Launchorasince 2014
← Stories

Why They Left

I used to believe that no matter how fucked up I was, I would still meet the right person for me; that even if I couldn't love myself, someone would do it for me. Now I understand why all the boys I loved before broke my heart. Now I know why they didn't stay to keep on loving someone like me.

They all left because I gave all the love I had and didn't spare anything for myself. It was beyond bliss, of course, to love someone so much and be loved back. I gave all my light– my sun, moon and stars. I gave everything because I thought it would be enough to make them stay. I poured into them all the best in me and leave myself with my worst demons. I thought loving someone meant I could only give off the pleasant and beautiful things I could offer. I thought I was not allowed to disappoint them; to hurt them; to fail them. I thought I was not allowed to show them how fucked up I was, so I kept it to myself instead. My body became Hades' world and he ruled inside with all the parts of me that didn't deserve Zeus' kingdom.

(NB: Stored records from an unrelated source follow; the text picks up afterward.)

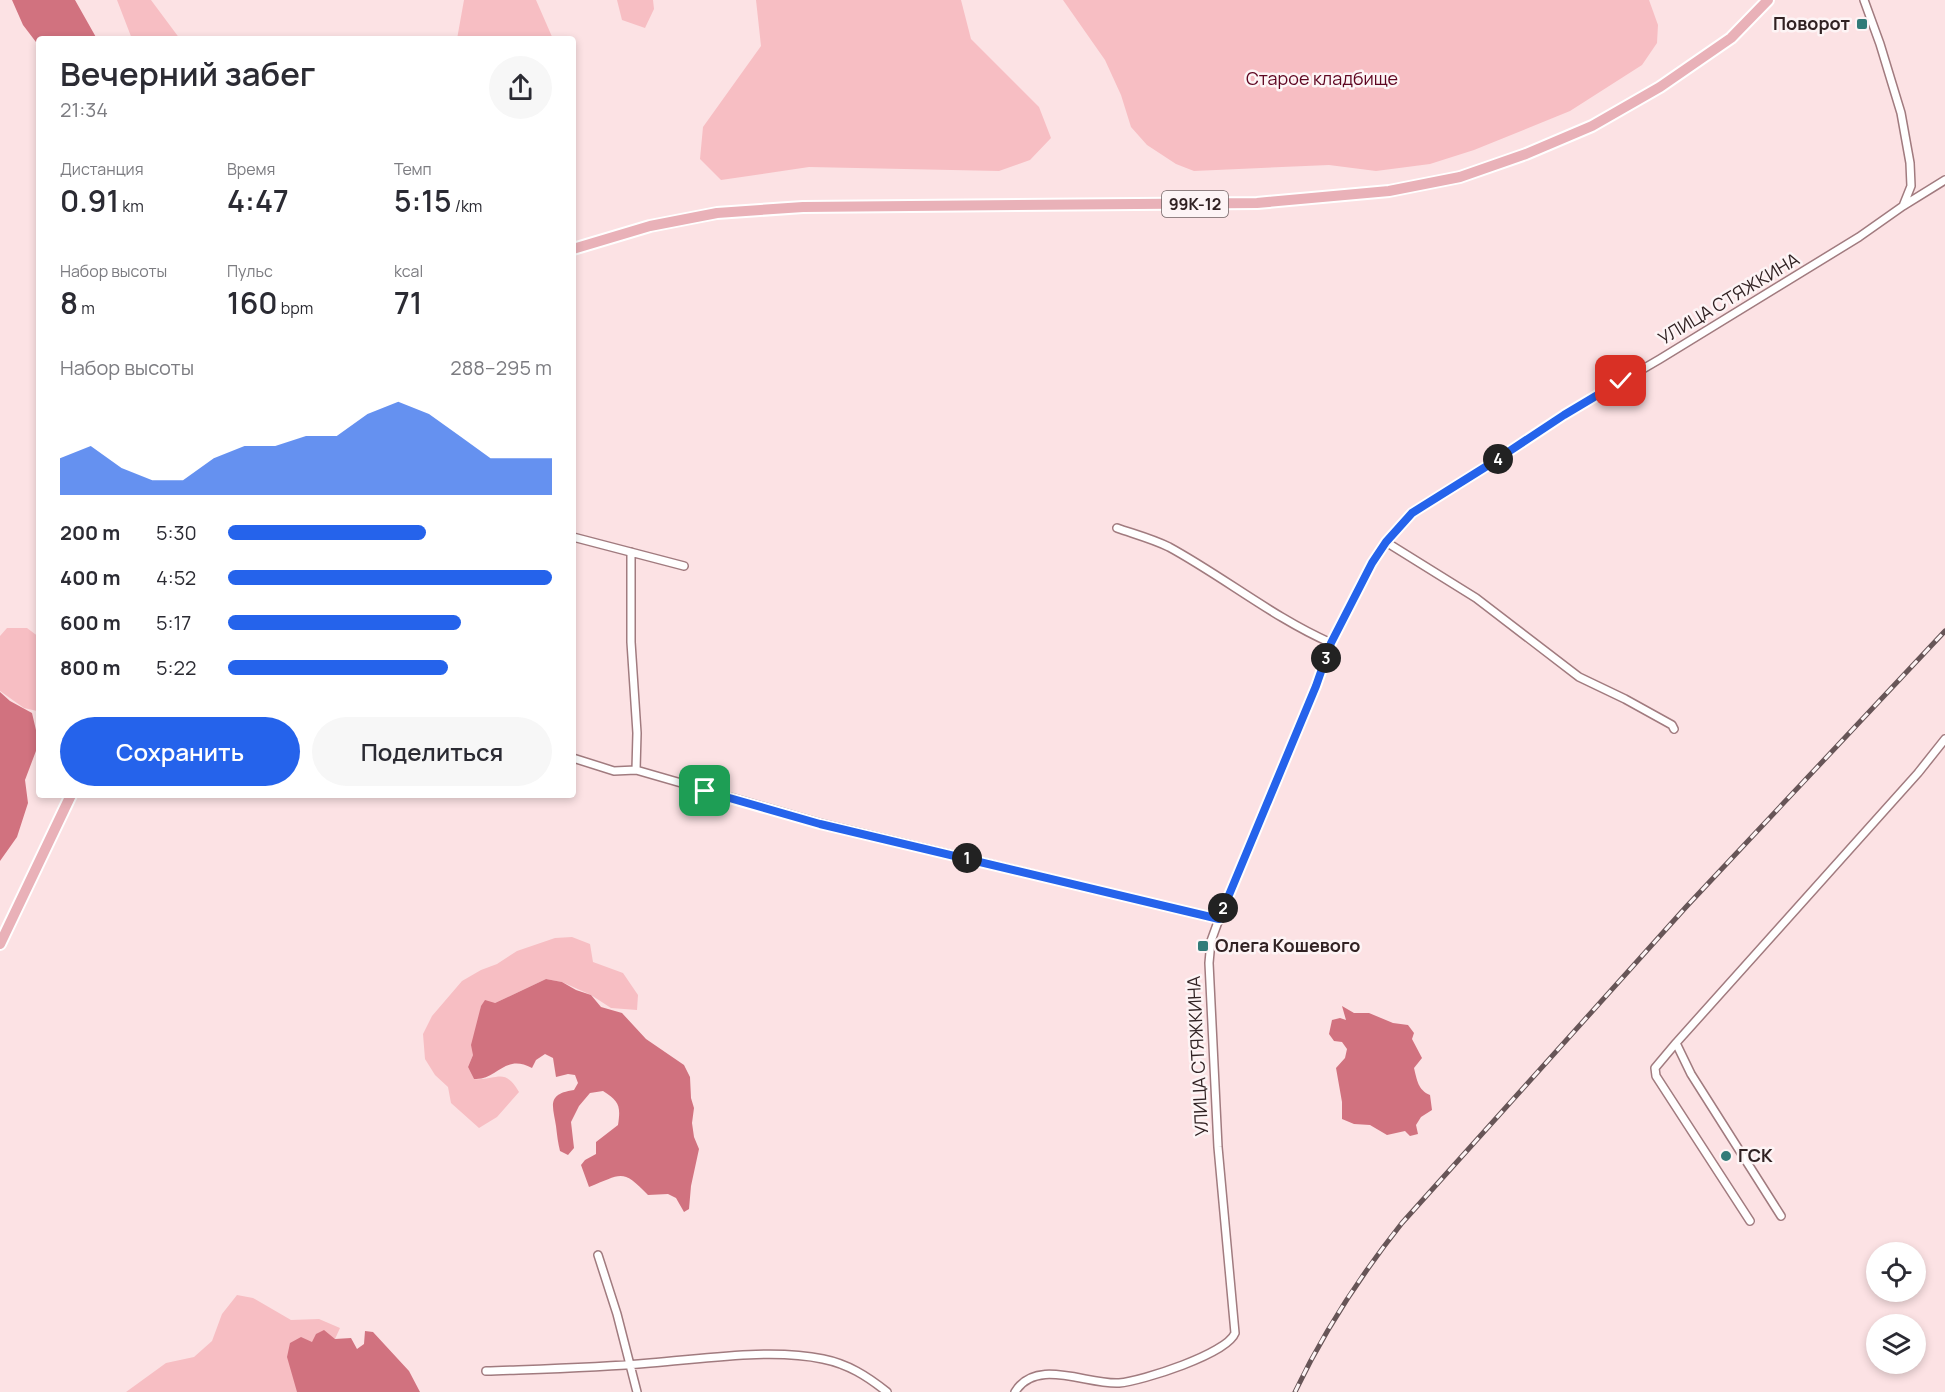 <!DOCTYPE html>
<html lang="ru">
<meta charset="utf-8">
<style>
:root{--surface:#fff;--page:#f7f7f7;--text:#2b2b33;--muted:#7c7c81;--accent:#2563eb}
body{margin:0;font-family:Manrope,sans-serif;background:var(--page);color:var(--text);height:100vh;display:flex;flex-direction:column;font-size:22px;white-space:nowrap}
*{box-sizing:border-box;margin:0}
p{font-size:20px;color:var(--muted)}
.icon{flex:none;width:33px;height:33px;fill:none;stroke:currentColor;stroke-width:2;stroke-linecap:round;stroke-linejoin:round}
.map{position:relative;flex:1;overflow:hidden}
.details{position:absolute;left:36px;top:36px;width:540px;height:762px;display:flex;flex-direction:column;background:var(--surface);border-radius:6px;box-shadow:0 3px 9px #0003}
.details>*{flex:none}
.controls{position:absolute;left:1866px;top:1242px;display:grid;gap:12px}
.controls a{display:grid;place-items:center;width:60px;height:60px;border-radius:50%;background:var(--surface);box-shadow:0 3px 9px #0003;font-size:30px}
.pin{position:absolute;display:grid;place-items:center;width:51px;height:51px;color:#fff;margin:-26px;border-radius:12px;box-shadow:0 3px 9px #0006}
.km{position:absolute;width:30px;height:30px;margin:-15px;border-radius:50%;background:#222;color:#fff;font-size:16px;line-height:30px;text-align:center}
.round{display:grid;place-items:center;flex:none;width:63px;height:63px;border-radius:32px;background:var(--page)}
.head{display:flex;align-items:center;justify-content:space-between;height:102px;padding:0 24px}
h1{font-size:33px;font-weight:600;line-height:45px}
.figures{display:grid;grid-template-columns:repeat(3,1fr);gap:9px;height:102px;padding:6px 24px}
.figures div{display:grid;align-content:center}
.figures b{font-size:30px;font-weight:600}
.figures small{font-size:16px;font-weight:400}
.figures p{font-size:16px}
.chart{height:168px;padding:12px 24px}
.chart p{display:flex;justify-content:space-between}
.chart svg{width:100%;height:108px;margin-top:6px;fill:var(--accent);opacity:.7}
.primary-button{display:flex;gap:12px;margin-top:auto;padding:12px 24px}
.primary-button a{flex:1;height:69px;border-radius:36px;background:var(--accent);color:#fff;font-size:24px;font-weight:600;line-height:69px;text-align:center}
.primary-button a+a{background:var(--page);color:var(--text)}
ul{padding:0 24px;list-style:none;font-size:20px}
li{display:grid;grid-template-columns:96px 72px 1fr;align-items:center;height:45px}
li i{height:15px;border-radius:8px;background:var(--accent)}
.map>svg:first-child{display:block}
</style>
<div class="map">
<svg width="1945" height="1392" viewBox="0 0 1945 1392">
<rect width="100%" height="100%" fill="#fce2e4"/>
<path fill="#f7bec3" d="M117,0H151L180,39H132Z
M464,0H536L553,39H457Z
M617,0H653L654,9L645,28L622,20Z
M756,0H961L971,39L1039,107L1051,138L1030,160L999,171L809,167L721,180L700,159L703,127L761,46Z
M1063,0H1649L1658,25L1657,43L1642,65L1570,111L1474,150L1430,164L1376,171L1329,165L1194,171L1176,164L1147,145L1131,127L1121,95L1105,60Z
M7,628H27L39,637V710L37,711L24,708L0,691V636Z
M572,937L590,944L593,962L623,973L638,995L637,1010L611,1008L591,995L562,982L546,979L495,1003L481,1006L473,1055L468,1067L474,1079C497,1081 504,1066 519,1092L497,1117L479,1128L451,1103L448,1087L435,1075L425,1059L423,1034L432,1016L462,981L481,970L497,964L517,951L555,938Z
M237,1295L253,1298L291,1320L319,1319L340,1328L335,1339L301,1392H126L166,1363L194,1357L212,1341L222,1314Z"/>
<path fill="#d1727f" d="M12,0H75L97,39H39V46L23,25Z
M0,692L10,701L32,713L39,743L25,780L28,803L17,837L0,861Z
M546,979L562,982L576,990L591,995L601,1007L622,1013L646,1039L684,1065L690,1077L691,1098L694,1108L692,1123L694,1137L699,1149L691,1186L689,1209L684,1212L676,1198L668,1194L648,1195C622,1168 622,1174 589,1187L581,1165L585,1160L596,1154V1142L618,1125C621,1106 619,1101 603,1091L590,1093L579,1106L571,1122L574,1148L568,1155L560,1151C558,1143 557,1135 556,1126C553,1106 546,1094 574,1090L578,1083L575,1075L568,1074L556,1077L553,1058L545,1054L536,1060L532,1068C504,1053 497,1081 474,1079L468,1067L473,1055L471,1045L481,1006L485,1000L495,1003Z
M1342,1006L1354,1013H1369L1393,1023L1408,1025L1414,1033L1412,1039L1422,1058L1414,1068C1417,1080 1418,1090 1430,1095L1432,1110L1421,1117L1416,1125L1418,1134L1410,1136L1405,1131L1387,1135L1370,1125L1354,1124L1342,1119V1102L1336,1068L1345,1058L1347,1049L1342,1042L1334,1041L1329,1034L1332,1020L1340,1018L1346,1020Z
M324,1330L335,1339L351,1338L357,1349L364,1344L365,1331L373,1332L409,1371L420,1392H297L287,1357L290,1343L301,1337L312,1342L316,1334Z"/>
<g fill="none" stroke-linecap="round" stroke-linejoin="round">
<g stroke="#a17b7f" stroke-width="10">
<path id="minor" d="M1903,206L1945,180
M1117,528C1134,534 1153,539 1169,547C1224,577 1274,618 1331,643
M573,537L684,566
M1386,542L1476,598L1579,677L1625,699L1672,725L1674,729
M631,552V642L637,733L636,770
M573,758L614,771L636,770L820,823L1219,919
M1676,1043L1655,1068L1656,1076L1750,1221
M1781,1216L1691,1074L1676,1043L1918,773L1945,739
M598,1255L617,1314L637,1392
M486,1371C541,1369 596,1368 650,1363C703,1359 771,1348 823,1359C848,1364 867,1376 887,1392
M1015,1392C1036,1357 1087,1385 1119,1383C1142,1381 1227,1354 1235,1333L1218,1147L1209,963L1211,941L1219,919L1316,686L1331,643L1372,563L1386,542L1412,513L1487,466L1564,415L1660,359L1859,237L1903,206L1911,186L1910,163L1901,113L1880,44L1864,0"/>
</g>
<g stroke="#fff" stroke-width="14">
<path id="primary" d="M573,249L650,226L717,213L803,207L1257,203L1389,191L1460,177L1526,154L1592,126L1660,87L1731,38L1768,0
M0,944L71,795"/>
</g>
<use href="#minor" stroke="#fff" stroke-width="7"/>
<use href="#primary" stroke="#e9b1b8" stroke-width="10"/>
<g stroke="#675557" stroke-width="5">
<path id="rail" d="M1295,1392C1324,1331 1360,1276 1402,1223L1686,907L1945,631"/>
</g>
<use href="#rail" stroke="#fdf4f5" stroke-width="3" stroke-dasharray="9" stroke-linecap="butt"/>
</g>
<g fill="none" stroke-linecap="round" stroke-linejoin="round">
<g stroke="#fff" stroke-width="12">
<path id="route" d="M705,791L820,824L1219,919L1316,686L1331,643L1372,563L1386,542L1412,513L1487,466L1564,415L1621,381"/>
</g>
<use href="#route" stroke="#2563eb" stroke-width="8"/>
</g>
<g fill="#327b78" stroke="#fdf4f5" stroke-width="2">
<rect x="1856" y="18" width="12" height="12" rx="3"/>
<rect x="1197" y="940" width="12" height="12" rx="3"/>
<circle cx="1726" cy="1156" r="6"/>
</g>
<g text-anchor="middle" stroke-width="5" stroke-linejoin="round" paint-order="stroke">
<rect fill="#fdf4f5" stroke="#6e6162" stroke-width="1.5" x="1162" y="191" width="66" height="26" rx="4.5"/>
<g font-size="16" font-weight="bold" fill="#312223">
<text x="1195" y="210">99К-12</text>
</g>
<g font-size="18" font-weight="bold" fill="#312223" stroke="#fdf4f5" text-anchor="start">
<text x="1850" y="30" text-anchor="end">Поворот</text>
<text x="1215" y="952">Олега Кошевого</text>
<text x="1738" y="1162">ГСК</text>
</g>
<g font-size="18" fill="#5f0621" stroke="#fdf4f5">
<text x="1322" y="85">Старое кладбище</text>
</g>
<g font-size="18" fill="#312223" stroke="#fdf4f5">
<text transform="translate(1729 299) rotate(-31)" y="6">УЛИЦА СТЯЖКИНА</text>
<text transform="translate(1198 1056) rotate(-93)" y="6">УЛИЦА СТЯЖКИНА</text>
</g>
</g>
</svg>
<div class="controls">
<a><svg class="icon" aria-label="locate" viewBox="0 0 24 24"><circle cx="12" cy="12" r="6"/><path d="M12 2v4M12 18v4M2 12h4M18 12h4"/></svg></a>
<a><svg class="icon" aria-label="layers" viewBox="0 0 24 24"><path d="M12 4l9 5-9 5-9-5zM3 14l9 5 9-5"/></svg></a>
</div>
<div class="pin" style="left:705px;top:791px;background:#1e9e55"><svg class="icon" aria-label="arrive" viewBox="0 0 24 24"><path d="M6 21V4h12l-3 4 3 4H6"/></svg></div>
<div class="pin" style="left:1621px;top:381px;background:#d93025"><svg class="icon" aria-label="check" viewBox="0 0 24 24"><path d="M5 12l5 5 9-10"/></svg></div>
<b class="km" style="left:967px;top:858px">1</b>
<b class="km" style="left:1223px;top:908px">2</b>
<b class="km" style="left:1326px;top:658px">3</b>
<b class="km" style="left:1498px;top:459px">4</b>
<section class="details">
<div class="head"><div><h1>Вечерний забег</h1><p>21:34</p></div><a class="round"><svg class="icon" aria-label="share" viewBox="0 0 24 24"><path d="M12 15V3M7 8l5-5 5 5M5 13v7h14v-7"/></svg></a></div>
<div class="figures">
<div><p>Дистанция</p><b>0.91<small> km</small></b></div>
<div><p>Время</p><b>4:47</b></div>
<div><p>Темп</p><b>5:15<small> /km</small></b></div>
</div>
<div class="figures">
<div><p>Набор высоты</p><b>8<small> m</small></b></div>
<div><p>Пульс</p><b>160<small> bpm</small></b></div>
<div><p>kcal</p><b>71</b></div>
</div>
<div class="chart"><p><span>Набор высоты</span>288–295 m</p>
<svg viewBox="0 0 160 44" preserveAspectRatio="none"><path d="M0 44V29L10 24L20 33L30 38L40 38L50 29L60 24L70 24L80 20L90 20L100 11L110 6L120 11L130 20L140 29L150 29L160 29V44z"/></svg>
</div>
<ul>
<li><b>200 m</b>5:30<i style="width:61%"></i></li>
<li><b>400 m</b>4:52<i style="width:100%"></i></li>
<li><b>600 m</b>5:17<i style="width:72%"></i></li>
<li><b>800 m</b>5:22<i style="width:68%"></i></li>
</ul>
<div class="primary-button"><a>Сохранить</a><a>Поделиться</a></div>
</section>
</div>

I used to believe that people would not see my sadness if I give them happiness. I used to believe that the persons I love would not know how broken I am inside if I love them wholeheartedly. I was wrong. They eventually saw that they were with someone so unloveable; someone so empty. They left me and found another who never lost the fire; someone who never lost herself.

See? No one would stay if you empty yourself for other people. No one would love you if you wouldn't love yourself first. It's time to let go of that flaw; of that insecurity; of that fear; of that nightmare; of everything that's keeping you from celebrating your best self. It's time to let the sun shine inside you and for sure, the planets would turn to orbit around you for their dear life.